Bachelor Party (1984/Fox Blu-ray)/The Cool Ones (1967/Warner Archive DVD)

Picture: C+/C Sound: B-/C+ Extras: C/D Films: C+

PLEASE NOTE: The Cool Ones is now only available from Warner Bros. through their Warner Archive series and can be ordered from the link below.

Here are two teen comedies that are time capsules of their times; both part of the same counterculture wave...

Neal Israel's Bachelor Party (1984) has the then-always-comical Tom Hanks (versus the award-winning serious one we have now) trying to build on his Bosom Buddies success in a comedy where he is about to marry Tawny Kitean (who would usually play the gal AT the title event) but madness ensues. From the end of the Animal House wave of such comedies, it has some amusing moments, but was never a favorite. It is also Adrian Zmed's other big screen movie (besides cult item Grease 2) he did that people forget in the celebrated ugliness that is the awful TV hit T.J. Hooker.

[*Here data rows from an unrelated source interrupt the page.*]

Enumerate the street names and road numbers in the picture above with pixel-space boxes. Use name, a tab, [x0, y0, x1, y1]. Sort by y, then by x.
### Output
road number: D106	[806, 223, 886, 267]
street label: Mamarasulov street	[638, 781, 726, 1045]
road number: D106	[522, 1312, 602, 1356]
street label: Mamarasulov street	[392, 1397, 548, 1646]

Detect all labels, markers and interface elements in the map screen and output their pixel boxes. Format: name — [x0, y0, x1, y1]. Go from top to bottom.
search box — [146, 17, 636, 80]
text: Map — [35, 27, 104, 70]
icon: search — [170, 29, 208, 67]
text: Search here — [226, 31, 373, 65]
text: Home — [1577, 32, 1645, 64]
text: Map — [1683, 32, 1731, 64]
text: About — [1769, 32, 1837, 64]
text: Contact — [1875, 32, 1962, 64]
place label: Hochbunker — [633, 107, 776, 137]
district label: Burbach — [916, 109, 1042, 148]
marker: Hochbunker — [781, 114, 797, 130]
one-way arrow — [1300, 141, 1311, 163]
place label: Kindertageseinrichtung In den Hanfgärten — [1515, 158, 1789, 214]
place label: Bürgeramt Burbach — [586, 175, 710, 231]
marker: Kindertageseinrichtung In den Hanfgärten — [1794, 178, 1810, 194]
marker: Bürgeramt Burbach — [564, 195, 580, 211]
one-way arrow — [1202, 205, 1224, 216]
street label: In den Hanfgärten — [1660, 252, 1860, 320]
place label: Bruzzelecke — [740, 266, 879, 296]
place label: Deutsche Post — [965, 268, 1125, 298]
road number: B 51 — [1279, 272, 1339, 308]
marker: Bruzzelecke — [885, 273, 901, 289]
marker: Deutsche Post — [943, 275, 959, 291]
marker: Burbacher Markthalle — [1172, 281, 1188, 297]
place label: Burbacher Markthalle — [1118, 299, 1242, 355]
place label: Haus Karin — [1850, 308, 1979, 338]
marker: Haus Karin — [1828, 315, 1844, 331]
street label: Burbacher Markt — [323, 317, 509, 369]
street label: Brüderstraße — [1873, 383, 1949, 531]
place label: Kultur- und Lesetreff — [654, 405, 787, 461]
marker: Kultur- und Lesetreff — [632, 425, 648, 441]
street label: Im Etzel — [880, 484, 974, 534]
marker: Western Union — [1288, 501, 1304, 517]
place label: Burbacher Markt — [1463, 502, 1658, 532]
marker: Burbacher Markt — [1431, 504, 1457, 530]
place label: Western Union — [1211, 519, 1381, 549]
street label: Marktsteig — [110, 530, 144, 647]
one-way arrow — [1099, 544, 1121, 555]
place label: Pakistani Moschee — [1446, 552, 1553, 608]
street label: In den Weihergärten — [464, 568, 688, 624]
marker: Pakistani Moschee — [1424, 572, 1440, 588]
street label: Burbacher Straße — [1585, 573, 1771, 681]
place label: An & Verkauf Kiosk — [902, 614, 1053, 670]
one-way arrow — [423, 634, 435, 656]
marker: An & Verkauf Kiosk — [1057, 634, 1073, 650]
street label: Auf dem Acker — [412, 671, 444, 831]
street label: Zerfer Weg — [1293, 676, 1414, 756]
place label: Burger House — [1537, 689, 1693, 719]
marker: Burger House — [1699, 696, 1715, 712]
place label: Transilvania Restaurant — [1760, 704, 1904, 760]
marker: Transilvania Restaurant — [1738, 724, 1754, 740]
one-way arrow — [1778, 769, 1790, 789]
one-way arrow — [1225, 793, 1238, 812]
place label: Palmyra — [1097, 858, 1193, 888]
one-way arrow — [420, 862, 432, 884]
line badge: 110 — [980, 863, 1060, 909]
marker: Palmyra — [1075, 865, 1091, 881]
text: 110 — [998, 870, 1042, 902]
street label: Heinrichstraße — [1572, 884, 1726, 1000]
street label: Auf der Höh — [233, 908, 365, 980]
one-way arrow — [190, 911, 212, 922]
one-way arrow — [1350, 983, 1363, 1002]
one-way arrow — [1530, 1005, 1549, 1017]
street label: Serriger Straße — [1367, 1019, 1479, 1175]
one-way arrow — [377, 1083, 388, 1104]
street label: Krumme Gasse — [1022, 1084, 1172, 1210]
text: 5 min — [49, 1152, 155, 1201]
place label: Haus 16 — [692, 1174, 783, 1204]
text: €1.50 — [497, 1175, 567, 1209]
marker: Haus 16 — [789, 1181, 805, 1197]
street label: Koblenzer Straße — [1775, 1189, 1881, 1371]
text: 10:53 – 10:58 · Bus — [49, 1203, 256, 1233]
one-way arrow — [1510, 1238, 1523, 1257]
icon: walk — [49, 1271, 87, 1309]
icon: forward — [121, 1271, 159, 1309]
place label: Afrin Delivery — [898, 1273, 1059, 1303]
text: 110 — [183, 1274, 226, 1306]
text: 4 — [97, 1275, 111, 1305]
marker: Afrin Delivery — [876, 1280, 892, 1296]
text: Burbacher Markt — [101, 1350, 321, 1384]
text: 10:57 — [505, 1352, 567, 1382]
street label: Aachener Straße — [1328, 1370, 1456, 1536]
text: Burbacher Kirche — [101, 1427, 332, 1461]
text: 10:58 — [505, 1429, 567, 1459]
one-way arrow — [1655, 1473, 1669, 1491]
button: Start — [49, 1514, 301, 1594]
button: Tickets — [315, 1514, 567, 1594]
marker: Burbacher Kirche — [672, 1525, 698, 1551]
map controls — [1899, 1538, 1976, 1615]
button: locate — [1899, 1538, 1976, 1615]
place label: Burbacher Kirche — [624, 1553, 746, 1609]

Director Israel and Pat Proft (both of Police Academy) co-wrote this near cult item that did some business in its time, but Proft fared better with the original Naked Gun films and both penned their comic masterwork in Martha Coolidge's Real Genius (1985, still not out on Blu-ray) so this is mostly a hit and miss work. It is also a curio with an at least more naturalistic Hanks before his hit & miss later years, respectability or not. Bosom Buddies alumni Wendie Jo Sperber and Michael Dudikoff also star.

Extras include the Original Theatrical Trailer, a few minutes of vintage interviews, two vintage clips from the Electronic Press Kit and a promo clip that takes the film far too seriously.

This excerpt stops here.